Feb 4, 2019

Muliebrile Monday

muliebrile ~ womanly; feminine

There is a lot of stuff in my house. And I mean a LOT of stuff. This is what happens when you’re a pack rat with many different interests.

I keep trying to pare it down, but it’s not easy. This item is part of a collection, or that item has sentimental value. And when I do manage to get rid of some stuff, more magically appears to take its place.

Have you ever watched Tiny House Nation? Basically, it’s a show where people decide (for whatever reason) to downsize from their normal, large sized home to one that’s only a couple of square feet. Okay, maybe I exaggerate a little. It’s more like a couple of hundred square feet, but it just seems like a lot smaller.

To qualify as a tiny home, it must be less than 500 square feet. Considering the average size of a home is between 1500 and 2500 square feet, that’s a big change. And that’s a lot of square footage of “stuff” to get rid of. I think the episode that really drove home the whole down-sizing concept was the one where the wife was presented with a medium sized plastic bin and told that whatever she could fit in there was her clothing allowance. Her shoes alone overflowed the bin.

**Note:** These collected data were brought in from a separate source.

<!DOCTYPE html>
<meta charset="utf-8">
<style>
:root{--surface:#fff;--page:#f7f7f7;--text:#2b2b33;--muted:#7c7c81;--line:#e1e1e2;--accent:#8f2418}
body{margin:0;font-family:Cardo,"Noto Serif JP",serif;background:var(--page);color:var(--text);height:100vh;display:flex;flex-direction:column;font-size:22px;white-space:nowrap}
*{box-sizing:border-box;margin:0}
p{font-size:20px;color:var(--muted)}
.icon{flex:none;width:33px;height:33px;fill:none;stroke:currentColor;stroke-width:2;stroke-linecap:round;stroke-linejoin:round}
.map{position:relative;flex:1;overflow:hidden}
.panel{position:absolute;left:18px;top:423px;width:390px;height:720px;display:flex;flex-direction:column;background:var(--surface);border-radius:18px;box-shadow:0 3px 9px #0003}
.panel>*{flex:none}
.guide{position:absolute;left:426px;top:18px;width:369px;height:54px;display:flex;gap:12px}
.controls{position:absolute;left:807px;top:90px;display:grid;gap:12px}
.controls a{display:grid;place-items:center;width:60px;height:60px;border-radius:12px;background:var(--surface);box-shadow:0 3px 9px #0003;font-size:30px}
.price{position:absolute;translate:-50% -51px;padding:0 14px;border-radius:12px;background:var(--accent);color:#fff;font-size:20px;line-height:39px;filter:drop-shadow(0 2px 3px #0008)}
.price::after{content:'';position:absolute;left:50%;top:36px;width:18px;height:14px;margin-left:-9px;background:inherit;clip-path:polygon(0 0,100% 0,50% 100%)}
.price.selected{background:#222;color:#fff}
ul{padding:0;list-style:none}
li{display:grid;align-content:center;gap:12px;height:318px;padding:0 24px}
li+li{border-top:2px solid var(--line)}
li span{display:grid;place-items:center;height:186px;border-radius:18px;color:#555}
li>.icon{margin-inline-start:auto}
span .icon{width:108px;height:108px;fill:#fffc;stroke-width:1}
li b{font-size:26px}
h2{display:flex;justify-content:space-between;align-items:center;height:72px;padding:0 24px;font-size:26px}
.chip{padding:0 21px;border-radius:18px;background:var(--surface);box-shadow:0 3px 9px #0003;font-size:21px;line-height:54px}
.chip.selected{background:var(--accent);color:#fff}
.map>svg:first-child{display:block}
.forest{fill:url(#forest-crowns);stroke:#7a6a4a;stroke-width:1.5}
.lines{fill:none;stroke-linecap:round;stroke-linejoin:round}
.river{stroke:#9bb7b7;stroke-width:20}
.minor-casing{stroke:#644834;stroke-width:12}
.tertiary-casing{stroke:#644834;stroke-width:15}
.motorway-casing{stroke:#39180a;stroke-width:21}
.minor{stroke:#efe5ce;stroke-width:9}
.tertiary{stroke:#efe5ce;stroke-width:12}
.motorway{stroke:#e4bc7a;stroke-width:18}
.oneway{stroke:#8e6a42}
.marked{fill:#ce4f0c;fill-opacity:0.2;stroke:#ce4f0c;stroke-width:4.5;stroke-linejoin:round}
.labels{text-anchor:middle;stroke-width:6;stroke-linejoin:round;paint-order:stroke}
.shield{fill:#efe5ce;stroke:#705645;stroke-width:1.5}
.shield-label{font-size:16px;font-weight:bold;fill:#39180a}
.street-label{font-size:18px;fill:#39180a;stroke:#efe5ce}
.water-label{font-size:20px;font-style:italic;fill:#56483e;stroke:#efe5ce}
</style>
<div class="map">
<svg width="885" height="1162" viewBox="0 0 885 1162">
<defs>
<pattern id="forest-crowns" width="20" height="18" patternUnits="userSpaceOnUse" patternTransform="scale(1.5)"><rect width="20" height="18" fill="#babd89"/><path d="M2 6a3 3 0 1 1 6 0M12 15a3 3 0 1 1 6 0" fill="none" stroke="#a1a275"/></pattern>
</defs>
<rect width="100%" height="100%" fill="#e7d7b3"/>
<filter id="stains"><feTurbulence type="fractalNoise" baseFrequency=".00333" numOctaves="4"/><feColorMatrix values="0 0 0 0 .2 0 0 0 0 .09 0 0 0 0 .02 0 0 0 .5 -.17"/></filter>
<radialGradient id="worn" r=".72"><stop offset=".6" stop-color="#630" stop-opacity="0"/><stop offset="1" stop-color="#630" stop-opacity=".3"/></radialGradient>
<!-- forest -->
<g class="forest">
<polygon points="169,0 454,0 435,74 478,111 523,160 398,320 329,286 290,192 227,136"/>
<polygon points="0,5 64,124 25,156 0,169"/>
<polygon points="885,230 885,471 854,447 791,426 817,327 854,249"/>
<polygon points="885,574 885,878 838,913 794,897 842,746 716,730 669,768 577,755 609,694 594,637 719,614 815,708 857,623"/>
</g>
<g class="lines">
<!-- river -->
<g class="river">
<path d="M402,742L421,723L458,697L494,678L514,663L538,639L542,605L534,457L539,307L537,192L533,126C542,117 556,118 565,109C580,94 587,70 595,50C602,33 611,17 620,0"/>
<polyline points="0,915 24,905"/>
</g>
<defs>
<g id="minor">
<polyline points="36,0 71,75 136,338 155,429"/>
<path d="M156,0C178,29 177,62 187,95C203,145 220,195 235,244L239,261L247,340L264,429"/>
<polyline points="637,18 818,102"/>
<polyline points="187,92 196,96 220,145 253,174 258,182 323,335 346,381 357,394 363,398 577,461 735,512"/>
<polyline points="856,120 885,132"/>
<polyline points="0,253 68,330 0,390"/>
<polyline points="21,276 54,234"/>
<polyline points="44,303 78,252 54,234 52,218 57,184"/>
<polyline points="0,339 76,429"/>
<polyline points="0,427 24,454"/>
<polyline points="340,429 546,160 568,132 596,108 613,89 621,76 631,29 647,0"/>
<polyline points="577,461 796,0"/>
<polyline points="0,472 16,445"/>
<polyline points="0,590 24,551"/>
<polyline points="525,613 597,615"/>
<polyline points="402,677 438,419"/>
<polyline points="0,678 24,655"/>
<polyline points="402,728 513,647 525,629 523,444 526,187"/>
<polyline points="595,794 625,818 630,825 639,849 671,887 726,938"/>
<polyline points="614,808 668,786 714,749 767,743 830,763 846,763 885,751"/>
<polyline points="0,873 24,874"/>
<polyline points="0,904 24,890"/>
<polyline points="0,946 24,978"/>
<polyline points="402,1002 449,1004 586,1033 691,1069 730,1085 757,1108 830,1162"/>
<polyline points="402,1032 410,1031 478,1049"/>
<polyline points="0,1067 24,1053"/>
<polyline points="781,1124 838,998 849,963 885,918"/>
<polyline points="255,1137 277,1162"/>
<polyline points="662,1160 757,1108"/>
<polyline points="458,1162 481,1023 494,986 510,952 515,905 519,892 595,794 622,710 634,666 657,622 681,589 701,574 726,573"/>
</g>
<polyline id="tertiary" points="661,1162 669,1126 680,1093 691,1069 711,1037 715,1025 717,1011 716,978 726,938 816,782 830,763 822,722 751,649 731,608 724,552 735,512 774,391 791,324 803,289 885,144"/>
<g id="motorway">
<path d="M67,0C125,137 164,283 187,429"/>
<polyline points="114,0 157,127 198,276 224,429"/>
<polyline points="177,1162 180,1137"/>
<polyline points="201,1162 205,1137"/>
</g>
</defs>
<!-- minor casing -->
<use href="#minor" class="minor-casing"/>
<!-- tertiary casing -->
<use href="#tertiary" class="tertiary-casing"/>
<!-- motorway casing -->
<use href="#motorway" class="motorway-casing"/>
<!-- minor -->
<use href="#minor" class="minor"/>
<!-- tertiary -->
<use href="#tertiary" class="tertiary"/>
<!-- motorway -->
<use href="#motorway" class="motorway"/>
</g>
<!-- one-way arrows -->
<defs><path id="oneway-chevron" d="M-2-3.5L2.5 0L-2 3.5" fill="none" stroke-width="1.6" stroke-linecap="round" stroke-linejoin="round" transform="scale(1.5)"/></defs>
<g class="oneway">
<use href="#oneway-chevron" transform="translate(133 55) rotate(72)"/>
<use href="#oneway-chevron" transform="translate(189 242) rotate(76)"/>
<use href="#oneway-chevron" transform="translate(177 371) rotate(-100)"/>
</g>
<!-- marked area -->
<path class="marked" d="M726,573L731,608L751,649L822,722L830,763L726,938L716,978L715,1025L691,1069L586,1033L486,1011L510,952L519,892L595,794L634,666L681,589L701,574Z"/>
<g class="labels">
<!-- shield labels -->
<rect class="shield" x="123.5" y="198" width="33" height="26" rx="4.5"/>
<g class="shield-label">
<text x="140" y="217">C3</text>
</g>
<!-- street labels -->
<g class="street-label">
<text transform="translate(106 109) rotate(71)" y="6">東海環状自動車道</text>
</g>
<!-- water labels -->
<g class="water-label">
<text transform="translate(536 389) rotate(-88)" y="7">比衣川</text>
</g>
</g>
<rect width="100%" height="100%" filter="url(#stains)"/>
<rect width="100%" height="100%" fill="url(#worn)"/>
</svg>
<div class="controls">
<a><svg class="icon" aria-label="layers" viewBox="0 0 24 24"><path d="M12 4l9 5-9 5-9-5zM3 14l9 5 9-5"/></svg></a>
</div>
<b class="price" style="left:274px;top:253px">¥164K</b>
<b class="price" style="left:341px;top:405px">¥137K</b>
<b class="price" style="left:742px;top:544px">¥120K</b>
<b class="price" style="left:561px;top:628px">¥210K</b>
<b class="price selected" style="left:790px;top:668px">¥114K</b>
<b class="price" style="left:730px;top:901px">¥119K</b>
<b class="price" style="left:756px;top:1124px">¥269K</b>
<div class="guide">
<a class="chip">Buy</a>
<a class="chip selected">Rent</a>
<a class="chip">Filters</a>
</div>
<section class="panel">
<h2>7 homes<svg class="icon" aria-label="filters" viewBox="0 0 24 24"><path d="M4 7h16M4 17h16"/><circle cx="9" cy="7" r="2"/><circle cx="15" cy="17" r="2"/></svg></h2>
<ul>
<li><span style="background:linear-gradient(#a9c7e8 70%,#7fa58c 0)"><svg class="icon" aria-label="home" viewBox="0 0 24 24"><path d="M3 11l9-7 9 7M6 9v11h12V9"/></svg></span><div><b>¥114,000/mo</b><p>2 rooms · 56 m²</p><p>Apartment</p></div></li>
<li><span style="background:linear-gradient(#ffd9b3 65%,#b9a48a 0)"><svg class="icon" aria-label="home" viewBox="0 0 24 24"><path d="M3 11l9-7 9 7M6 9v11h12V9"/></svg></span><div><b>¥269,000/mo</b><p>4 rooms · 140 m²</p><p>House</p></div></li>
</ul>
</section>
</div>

I’m of two minds about the tiny houses.

On the one hand, they’re cute and compact and make amazing use of what space they have. They’re relatively low-cost to build (around 50,000 U.S.) so all you really need is the land to put them on.

On the other hand, I’ve seen cottages with more space. I could fill one up with my books alone – don’t even suggest I downsize my book collection. And while I could see using one as a writing shed, I couldn’t possibly imagine having to live in one and share the space with someone. Even the cats would go stir crazy after a while – I’d have to have a catio added on.

And that’s the thing. Many of these tiny homes make good use of outdoor space as well, which is fine if you live in a warmer climate, not so great if you live on, say, the west coast where it’s rainy.

And many of these homes are on wheels, which begs the question, why wouldn’t you just buy an RV instead?